_Task to carry out_
Restate the listing that follows word for word, without its pictures.

_The input_
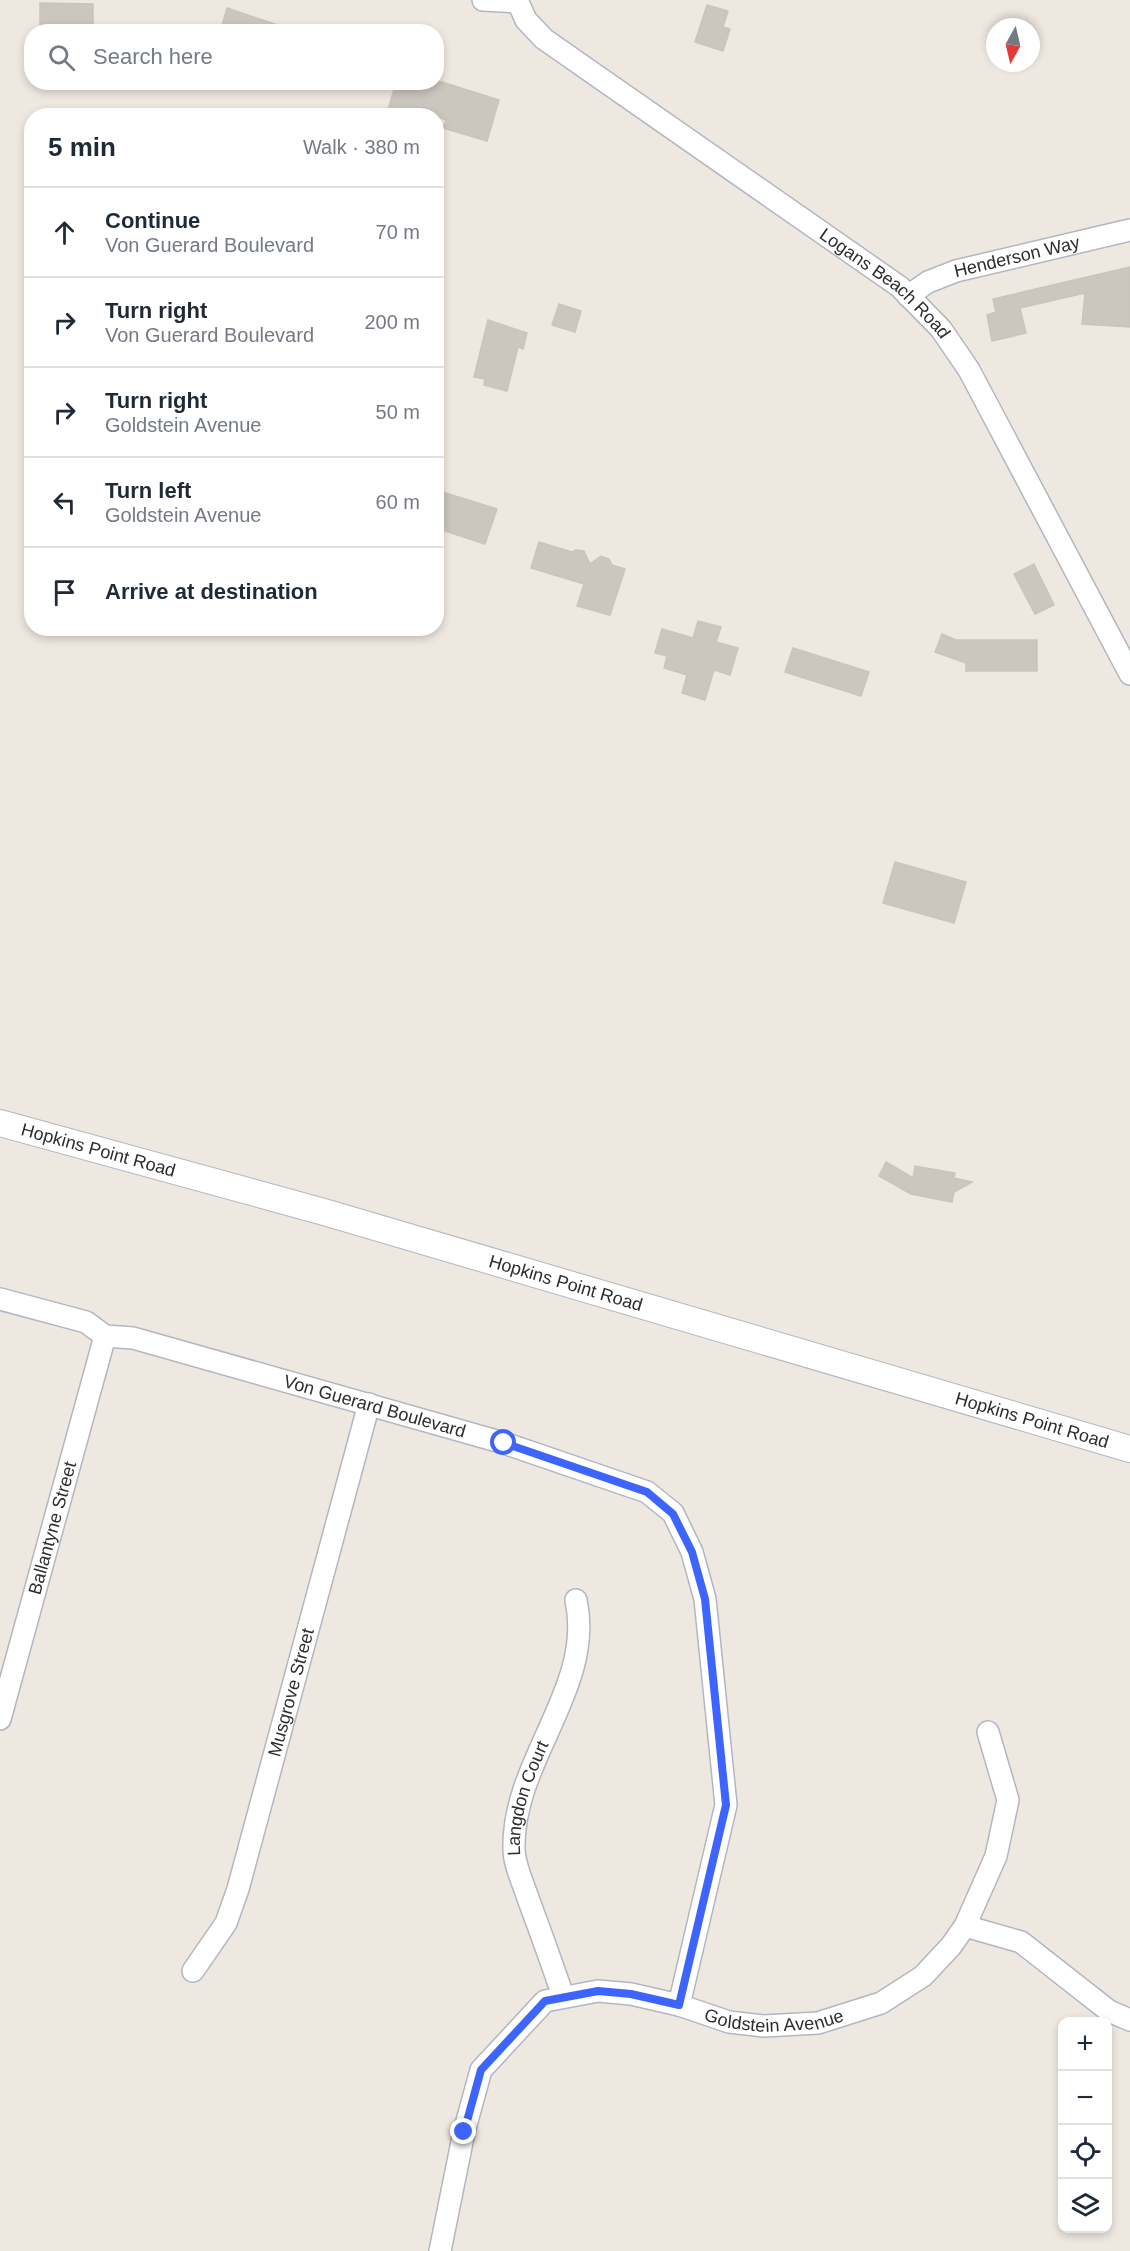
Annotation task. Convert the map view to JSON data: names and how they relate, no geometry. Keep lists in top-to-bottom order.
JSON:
{
  "streets": {
    "street": [
      "Henderson Way",
      "Logans Beach Road",
      "Hopkins Point Road",
      "Von Guerard Boulevard",
      "Ballantyne Street",
      "Musgrove Street",
      "Langdon Court",
      "Goldstein Avenue"
    ]
  },
  "crossings": [
    ["Henderson Way", "Logans Beach Road"],
    ["Von Guerard Boulevard", "Ballantyne Street"],
    ["Von Guerard Boulevard", "Musgrove Street"],
    ["Von Guerard Boulevard", "Goldstein Avenue"],
    ["Langdon Court", "Goldstein Avenue"]
  ],
  "north": "bottom",
  "page": {
    "search": "Search here",
    "heading": ["5 min", "Walk · 380 m"],
    "list": [
      ["Continue", "Von Guerard Boulevard", "70 m"],
      ["Turn right", "Von Guerard Boulevard", "200 m"],
      ["Turn right", "Goldstein Avenue", "50 m"],
      ["Turn left", "Goldstein Avenue", "60 m"],
      "Arrive at destination"
    ],
    "map_buttons": ["+", "−"]
  }
}
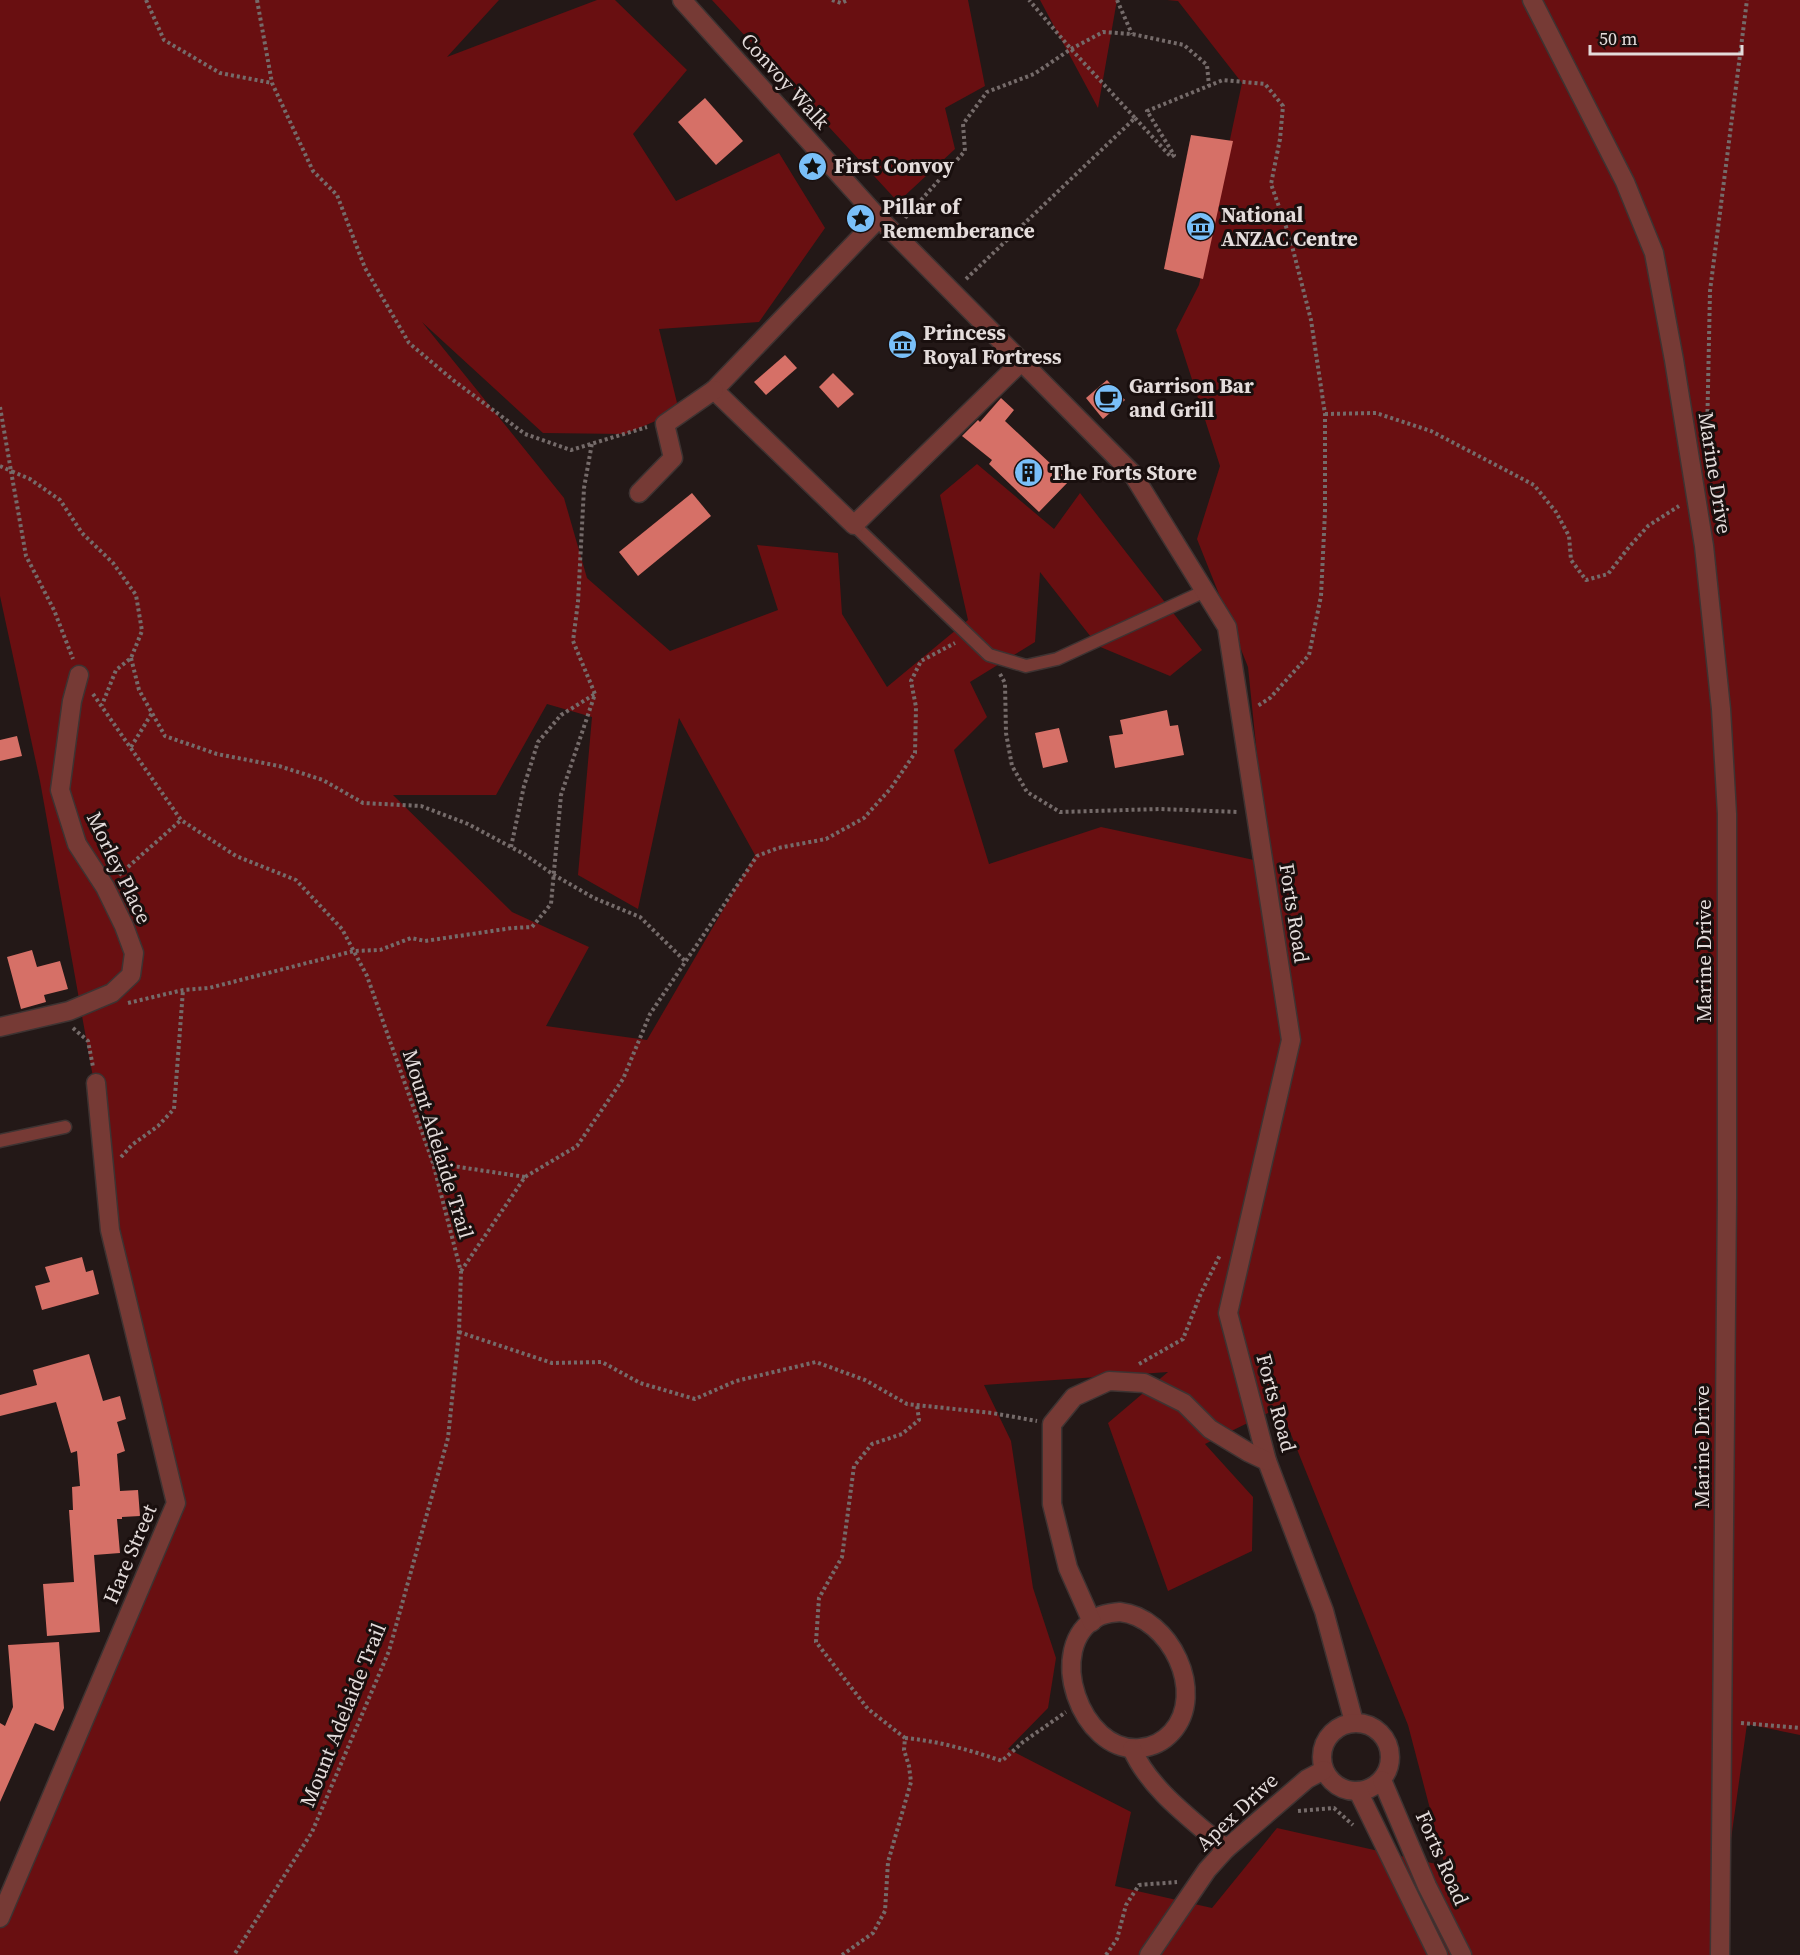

_Answer section_
Annotation task. Convert the map view to JSON data: names and how they relate, no geometry. Keep lists in top-to-bottom order.
JSON:
{
  "streets": {
    "street": [
      "Henderson Way",
      "Logans Beach Road",
      "Hopkins Point Road",
      "Von Guerard Boulevard",
      "Ballantyne Street",
      "Musgrove Street",
      "Langdon Court",
      "Goldstein Avenue"
    ]
  },
  "crossings": [
    ["Henderson Way", "Logans Beach Road"],
    ["Von Guerard Boulevard", "Ballantyne Street"],
    ["Von Guerard Boulevard", "Musgrove Street"],
    ["Von Guerard Boulevard", "Goldstein Avenue"],
    ["Langdon Court", "Goldstein Avenue"]
  ],
  "north": "bottom",
  "page": {
    "search": "Search here",
    "heading": ["5 min", "Walk · 380 m"],
    "list": [
      ["Continue", "Von Guerard Boulevard", "70 m"],
      ["Turn right", "Von Guerard Boulevard", "200 m"],
      ["Turn right", "Goldstein Avenue", "50 m"],
      ["Turn left", "Goldstein Avenue", "60 m"],
      "Arrive at destination"
    ],
    "map_buttons": ["+", "−"]
  }
}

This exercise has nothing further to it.